En répondant par une décente militaire musclée, pour réprimer la colère des populations locales victimes de la destruction de leurs cultures vivrières par les éléphants, le gouvernement a, à travers sa délégation qui a fait le déplacement de Mekambo, manqué de tact et de méthode. Et le pire est vite fait d’arriver.
Le pire, c’est la mort, par fusillade, de l’éco-garde Jean-François Ndong Aubame abattu par un conseiller pédagogique, selon plusieurs sources. Ce crime arrive au lendemain de la descente musclée d’une délégation gouvernementale à Mekambo. Cette descente faisait suite à la montée au créneau des populations de cette localité les 24 et 25 mai derniers pour exprimer leur ras-le-bol face à ce qu’elles considèrent comme un saccage systématique de leurs biens, notamment leurs cultures vivrières par les éléphants.
Le premier échec de cette mission gouvernementale fut la composition de la délégation. Une délégation qui manquait cruellement des personnalités politiques du cru, notamment un membre du gouvernement natif de Mekambo et député de la localité, en l’occurrence, Prisca Koho Lend. A cette délégation, on pouvait aussi compter sur la présence du ministre d’État, Alain Claude Billie-Bi-Nze, la plus haute autorité politique de la province, en termes de grade. Qu’on l’aime ou qu’on ne l’aime pas, il faut reconnaître au député de Makokou, l’art de toujours trouver les mots justes face à ses interlocuteurs.
C’est parce, face au conflit homme-faune, le gouvernement est resté longtemps attentiste, la mission gouvernementale à Mekambo devait être axée, dans un premier temps, à l’accalmie, donc à la négociation, pour ainsi tenter de ramener la sérénité dans le département de la Zadié.
Mais en allant bomber le torse devant des populations restées longtemps à la merci des pachydermes, avec des arrestations et autres brutalités, on a créé l’escalade. Fusillade, avec mort d’homme, et autres fuites des populations dans les forêts environnantes…La suite? C’est la réaction tout aussi virulente du collectif des ressortissants de Mekambo basé à Libreville, ce dernier dénonce l’abus de pouvoir: « Les agents des forces de l’ordre et de sécurité vont jusqu’à casser les domiciles et arrêter les habitants », a-t-il maugrée
Un gouvernement resté sourd face aux cris de détresse des populations rurales
Le Gabon compte à peu près 3.500 villages dont les populations n’ont pour seules sources de subsistance, les cultures vivrières et la chasse. Or, l’hyper protection de plusieurs espèces, à l’instar des éléphants, fait que ces pachydermes, certainement dérangés dans leur espace de vie par la forte activité économique liée à l’exploitation accrue du bois et autres mines, fuient la forêt pour vivre plus calmement vers les villages. Non sans endommager les plantations environnantes, fruits de dur labeur des communautés villageoises. Cette difficile cohabitation a créé le conflit homme-faune.

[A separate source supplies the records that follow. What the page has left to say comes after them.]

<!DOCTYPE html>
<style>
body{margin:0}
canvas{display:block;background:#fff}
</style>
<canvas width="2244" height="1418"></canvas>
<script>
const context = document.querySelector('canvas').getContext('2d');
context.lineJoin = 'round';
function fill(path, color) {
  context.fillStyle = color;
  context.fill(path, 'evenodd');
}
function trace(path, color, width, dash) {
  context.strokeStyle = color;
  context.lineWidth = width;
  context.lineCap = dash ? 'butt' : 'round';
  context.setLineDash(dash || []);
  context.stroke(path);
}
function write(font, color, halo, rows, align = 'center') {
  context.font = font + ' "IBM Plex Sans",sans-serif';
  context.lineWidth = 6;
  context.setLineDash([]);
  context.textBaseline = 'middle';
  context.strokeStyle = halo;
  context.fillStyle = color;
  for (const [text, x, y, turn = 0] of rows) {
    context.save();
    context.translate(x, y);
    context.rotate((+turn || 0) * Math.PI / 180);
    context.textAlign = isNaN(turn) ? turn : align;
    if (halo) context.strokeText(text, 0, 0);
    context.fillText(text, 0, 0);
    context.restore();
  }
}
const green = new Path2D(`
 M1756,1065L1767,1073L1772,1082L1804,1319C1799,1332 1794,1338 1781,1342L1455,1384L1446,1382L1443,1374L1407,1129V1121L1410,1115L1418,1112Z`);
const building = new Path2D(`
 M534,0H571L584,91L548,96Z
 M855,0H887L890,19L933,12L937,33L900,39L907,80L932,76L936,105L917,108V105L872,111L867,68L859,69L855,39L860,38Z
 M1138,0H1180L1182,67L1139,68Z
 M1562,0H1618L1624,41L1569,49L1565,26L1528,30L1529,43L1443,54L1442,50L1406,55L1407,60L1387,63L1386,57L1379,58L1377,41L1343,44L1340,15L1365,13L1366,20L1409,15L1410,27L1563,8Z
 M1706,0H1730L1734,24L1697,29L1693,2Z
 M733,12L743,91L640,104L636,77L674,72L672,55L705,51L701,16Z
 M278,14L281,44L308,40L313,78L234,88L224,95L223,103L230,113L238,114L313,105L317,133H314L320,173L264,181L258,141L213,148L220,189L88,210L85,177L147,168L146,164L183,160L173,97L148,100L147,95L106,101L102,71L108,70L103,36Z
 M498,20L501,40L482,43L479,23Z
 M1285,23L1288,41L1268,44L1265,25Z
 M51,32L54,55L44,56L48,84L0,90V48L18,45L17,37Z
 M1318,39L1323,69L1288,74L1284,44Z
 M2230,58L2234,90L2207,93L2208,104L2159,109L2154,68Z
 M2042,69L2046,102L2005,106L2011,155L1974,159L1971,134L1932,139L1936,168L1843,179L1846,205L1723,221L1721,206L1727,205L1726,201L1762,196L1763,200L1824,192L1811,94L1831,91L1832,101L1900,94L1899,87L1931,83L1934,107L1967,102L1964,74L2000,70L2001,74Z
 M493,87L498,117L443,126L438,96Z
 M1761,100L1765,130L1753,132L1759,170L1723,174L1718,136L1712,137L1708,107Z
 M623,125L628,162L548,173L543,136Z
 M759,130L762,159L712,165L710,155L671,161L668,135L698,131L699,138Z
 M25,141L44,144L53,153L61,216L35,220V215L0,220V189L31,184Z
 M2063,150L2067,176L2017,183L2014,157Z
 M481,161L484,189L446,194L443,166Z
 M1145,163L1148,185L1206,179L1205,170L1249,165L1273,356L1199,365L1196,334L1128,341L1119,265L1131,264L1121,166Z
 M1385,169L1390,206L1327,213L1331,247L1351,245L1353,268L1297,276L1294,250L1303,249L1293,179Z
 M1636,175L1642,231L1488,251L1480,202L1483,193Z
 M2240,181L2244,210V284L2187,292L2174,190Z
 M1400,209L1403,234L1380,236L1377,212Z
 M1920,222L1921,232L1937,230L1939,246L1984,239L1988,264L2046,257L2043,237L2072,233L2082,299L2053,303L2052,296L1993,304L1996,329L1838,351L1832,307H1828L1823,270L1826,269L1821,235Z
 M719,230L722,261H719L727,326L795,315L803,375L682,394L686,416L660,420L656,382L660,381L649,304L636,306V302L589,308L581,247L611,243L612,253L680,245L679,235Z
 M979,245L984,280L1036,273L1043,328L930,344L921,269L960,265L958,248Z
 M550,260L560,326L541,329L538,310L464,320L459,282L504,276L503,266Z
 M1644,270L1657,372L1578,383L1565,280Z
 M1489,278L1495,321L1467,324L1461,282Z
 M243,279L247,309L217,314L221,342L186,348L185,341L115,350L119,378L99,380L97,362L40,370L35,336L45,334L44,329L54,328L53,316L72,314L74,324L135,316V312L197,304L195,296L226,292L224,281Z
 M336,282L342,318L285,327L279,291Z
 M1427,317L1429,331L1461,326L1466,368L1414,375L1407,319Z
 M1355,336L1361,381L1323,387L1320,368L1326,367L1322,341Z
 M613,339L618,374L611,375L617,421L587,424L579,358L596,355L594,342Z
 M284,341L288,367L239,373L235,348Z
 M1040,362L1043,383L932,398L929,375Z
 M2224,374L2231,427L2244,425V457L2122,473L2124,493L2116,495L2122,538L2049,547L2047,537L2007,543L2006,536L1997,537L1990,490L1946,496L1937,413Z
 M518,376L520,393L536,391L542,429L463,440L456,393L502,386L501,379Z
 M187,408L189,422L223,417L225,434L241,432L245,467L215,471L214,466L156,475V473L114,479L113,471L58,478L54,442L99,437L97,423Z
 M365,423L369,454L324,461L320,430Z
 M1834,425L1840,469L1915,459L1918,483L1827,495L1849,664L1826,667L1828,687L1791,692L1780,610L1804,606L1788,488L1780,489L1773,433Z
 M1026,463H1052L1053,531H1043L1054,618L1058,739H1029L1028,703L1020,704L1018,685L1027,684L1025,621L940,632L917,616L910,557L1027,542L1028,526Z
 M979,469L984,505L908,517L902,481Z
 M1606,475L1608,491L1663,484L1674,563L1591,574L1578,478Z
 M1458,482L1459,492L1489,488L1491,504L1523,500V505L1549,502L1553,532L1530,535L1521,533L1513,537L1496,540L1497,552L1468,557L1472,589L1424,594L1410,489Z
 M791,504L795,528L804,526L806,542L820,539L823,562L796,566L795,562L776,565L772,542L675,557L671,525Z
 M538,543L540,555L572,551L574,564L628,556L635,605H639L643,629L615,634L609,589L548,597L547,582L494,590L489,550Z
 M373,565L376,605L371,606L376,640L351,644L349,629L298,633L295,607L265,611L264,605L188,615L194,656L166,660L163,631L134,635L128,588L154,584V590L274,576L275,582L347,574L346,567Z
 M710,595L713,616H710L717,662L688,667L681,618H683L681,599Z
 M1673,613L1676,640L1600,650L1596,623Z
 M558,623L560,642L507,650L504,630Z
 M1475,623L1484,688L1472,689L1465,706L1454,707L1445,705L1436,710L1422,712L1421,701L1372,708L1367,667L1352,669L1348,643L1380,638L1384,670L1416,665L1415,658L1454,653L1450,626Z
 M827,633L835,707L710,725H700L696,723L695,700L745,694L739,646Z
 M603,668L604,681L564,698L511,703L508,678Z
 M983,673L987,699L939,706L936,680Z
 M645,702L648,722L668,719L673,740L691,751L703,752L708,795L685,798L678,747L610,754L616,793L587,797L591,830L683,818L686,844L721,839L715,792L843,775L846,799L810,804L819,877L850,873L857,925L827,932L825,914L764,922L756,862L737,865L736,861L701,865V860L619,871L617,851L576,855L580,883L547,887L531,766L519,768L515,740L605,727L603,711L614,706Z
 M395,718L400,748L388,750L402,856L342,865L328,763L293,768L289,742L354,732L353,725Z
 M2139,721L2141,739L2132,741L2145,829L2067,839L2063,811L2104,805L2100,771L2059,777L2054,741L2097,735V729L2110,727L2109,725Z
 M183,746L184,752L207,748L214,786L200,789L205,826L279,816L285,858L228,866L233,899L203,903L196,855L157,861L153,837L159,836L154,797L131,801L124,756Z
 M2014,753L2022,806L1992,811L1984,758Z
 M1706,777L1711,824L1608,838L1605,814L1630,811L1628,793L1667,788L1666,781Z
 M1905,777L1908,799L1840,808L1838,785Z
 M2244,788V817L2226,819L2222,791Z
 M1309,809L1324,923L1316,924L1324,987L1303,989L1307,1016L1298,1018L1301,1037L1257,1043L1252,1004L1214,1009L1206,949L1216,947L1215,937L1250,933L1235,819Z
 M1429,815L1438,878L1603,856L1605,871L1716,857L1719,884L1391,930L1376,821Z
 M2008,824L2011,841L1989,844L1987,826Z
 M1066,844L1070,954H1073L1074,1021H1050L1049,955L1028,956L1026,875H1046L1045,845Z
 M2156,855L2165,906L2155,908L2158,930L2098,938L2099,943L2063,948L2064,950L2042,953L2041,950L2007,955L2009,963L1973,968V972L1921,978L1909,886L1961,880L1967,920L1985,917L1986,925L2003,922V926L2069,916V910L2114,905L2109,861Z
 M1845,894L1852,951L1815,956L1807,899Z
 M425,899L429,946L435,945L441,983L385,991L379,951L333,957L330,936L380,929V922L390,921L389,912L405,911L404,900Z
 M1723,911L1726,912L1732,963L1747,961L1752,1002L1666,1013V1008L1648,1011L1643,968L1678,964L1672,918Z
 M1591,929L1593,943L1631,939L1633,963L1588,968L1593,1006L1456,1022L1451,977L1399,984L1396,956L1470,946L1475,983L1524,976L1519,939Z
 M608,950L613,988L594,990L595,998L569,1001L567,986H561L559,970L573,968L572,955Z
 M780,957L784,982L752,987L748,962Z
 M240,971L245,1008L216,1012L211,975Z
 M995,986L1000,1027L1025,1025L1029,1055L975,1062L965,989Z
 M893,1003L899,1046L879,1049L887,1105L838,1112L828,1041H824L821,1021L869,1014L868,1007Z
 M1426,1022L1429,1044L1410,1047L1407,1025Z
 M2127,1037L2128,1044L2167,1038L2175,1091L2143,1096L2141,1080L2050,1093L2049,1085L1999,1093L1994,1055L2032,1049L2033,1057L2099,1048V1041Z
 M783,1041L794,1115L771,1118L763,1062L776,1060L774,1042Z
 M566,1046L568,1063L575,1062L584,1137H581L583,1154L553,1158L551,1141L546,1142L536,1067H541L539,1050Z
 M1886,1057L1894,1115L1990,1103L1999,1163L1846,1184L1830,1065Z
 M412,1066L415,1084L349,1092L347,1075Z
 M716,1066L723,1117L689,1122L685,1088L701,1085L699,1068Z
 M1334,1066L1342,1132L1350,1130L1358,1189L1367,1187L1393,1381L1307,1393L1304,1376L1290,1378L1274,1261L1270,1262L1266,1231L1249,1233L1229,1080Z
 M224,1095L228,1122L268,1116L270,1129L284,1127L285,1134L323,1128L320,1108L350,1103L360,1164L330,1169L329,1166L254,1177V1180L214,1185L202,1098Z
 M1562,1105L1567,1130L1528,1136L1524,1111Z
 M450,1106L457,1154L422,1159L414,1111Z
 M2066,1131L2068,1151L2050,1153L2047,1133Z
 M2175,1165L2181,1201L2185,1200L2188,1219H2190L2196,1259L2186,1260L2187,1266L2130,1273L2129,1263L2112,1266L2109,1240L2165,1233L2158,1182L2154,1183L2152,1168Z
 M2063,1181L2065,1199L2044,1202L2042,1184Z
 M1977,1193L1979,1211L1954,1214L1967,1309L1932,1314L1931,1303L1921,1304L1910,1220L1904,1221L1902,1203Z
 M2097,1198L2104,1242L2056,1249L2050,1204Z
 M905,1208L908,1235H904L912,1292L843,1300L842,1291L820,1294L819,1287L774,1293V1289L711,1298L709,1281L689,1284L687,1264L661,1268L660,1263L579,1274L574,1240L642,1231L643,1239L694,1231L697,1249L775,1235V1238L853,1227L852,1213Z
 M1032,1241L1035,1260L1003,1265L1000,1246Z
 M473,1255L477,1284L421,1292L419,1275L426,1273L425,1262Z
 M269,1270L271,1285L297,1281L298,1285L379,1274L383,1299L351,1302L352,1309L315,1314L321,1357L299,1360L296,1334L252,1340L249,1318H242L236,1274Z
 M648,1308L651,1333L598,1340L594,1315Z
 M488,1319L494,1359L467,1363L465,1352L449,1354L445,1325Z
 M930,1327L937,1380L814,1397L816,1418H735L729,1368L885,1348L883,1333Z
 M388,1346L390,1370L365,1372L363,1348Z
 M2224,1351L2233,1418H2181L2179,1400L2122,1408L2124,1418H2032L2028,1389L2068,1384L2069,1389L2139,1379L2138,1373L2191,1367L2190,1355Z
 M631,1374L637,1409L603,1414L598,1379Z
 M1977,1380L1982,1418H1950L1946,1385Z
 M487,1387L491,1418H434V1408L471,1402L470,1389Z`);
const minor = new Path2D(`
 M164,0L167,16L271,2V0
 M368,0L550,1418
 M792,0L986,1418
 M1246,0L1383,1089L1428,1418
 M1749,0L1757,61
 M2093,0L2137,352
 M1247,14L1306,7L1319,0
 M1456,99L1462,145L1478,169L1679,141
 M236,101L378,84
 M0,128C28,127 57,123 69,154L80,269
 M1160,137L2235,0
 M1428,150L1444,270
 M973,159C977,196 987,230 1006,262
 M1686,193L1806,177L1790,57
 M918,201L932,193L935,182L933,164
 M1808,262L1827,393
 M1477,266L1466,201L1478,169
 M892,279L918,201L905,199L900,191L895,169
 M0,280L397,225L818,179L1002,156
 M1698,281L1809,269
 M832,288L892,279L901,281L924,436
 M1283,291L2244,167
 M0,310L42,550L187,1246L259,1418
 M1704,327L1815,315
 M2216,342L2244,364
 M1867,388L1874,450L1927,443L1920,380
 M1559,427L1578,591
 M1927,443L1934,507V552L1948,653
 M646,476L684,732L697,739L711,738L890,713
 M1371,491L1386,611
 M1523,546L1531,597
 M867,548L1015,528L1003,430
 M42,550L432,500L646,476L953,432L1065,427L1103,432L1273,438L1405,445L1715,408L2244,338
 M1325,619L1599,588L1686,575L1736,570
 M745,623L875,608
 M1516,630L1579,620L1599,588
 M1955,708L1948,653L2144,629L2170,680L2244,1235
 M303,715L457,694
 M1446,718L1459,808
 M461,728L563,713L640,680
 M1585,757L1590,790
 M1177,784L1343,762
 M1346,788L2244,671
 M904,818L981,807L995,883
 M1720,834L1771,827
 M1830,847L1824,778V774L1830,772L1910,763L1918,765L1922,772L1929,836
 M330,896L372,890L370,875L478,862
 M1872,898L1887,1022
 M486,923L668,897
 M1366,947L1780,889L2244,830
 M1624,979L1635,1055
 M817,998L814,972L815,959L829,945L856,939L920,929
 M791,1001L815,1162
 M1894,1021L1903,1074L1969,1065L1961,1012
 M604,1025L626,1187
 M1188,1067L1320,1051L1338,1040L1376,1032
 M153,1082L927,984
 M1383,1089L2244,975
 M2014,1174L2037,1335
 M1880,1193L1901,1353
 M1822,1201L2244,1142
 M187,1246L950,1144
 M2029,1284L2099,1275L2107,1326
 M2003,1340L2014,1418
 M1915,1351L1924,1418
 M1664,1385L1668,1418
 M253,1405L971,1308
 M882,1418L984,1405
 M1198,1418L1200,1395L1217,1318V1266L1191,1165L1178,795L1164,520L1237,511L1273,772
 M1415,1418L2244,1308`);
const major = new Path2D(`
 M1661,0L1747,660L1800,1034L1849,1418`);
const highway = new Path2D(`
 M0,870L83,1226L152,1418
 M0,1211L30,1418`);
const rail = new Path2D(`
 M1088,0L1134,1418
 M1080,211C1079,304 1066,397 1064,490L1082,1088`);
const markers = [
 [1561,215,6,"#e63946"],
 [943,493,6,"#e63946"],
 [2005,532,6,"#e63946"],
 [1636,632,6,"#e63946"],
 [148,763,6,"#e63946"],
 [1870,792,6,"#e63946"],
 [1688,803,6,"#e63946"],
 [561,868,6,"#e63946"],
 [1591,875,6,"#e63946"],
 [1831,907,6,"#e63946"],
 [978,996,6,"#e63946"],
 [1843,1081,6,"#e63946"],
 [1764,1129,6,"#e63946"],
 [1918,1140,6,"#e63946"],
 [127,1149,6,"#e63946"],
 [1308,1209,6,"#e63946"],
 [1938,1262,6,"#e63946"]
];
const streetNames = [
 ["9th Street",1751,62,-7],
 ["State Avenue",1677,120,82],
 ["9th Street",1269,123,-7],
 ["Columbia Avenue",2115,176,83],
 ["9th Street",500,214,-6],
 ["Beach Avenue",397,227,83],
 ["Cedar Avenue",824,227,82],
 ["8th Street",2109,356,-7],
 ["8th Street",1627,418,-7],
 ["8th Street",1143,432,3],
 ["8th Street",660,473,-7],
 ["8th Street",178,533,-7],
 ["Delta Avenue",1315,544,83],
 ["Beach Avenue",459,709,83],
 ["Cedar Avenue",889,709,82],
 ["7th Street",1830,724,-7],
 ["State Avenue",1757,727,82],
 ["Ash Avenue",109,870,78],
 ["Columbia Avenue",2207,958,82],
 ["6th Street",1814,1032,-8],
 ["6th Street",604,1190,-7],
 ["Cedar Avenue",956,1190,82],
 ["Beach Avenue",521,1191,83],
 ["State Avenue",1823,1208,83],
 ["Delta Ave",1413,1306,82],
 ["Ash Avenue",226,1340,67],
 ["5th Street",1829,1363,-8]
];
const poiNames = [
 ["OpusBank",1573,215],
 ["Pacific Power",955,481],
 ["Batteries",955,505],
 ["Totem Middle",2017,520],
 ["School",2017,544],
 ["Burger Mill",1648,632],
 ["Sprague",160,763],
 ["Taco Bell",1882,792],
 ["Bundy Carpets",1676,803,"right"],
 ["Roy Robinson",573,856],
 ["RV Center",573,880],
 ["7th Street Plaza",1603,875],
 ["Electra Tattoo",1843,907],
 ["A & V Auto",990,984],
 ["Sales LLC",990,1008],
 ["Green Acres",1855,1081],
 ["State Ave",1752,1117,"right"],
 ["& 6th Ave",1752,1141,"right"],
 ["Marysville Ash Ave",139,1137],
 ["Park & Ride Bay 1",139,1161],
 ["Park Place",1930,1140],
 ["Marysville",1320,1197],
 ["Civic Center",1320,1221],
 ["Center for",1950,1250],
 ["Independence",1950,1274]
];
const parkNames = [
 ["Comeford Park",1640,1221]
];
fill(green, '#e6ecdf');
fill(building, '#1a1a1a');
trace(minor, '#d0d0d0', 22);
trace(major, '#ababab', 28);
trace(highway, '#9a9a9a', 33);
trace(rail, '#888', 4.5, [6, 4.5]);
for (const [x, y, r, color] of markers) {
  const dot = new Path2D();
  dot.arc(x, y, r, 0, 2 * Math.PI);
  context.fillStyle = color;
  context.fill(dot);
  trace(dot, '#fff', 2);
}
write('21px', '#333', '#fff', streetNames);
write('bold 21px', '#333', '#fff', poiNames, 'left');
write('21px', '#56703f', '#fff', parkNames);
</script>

Pour y mettre un terme, les pouvoirs publics avaient trouvé des pistes de solutions. Entre autres, les indemnisations des populations victimes des destructions de leurs champs par les éléphants ; la construction des barrières électriques. Sur ce dernier point, sur les 3.500 villages recensés, jusque-là, « seuls 13 barrières électriques ont été érigées« , indique une source autorisée. Et les indemnisations n’ont jamais eu lieu.
Pourtant, dans le cadre de ce conflit homme-faune, certains bailleurs de fonds, à l’instar de la Banque mondiale, pour ne prendre que cet exemple, ont mis à la disposition du Gabon, 9,5 millions de dollars. De plus, dans la loi de finances 2020, le gouvernement, pour la première fois, avait inscrit, toujours dans le cadre de ce litige homme-faune, une ligne budgétaire, dit-on, d’un milliard de nos francs. S’il est vrai qu’au Gabon, entre les inscriptions budgétaires et l’exécution, il y a toujours un abysse, reste que le gouvernement se doit de justifier les fonds mis à leur disposition par les organismes extérieurs.
Lors de la conférence de presse du conseiller porte-parole de la Présidence de la République, Jessye Ella Ekogha, le 31 mai dernier, même en nuançant, il a déclaré que le « Chef de l’Etat comprend la colère des populations… ». Si tel est le cas, pourquoi les mesures d’accompagnement manquent cruellement dans ce désormais sempiternel conflit homme-faune? Et quid des responsabilités des uns et des autres dans ce conflit?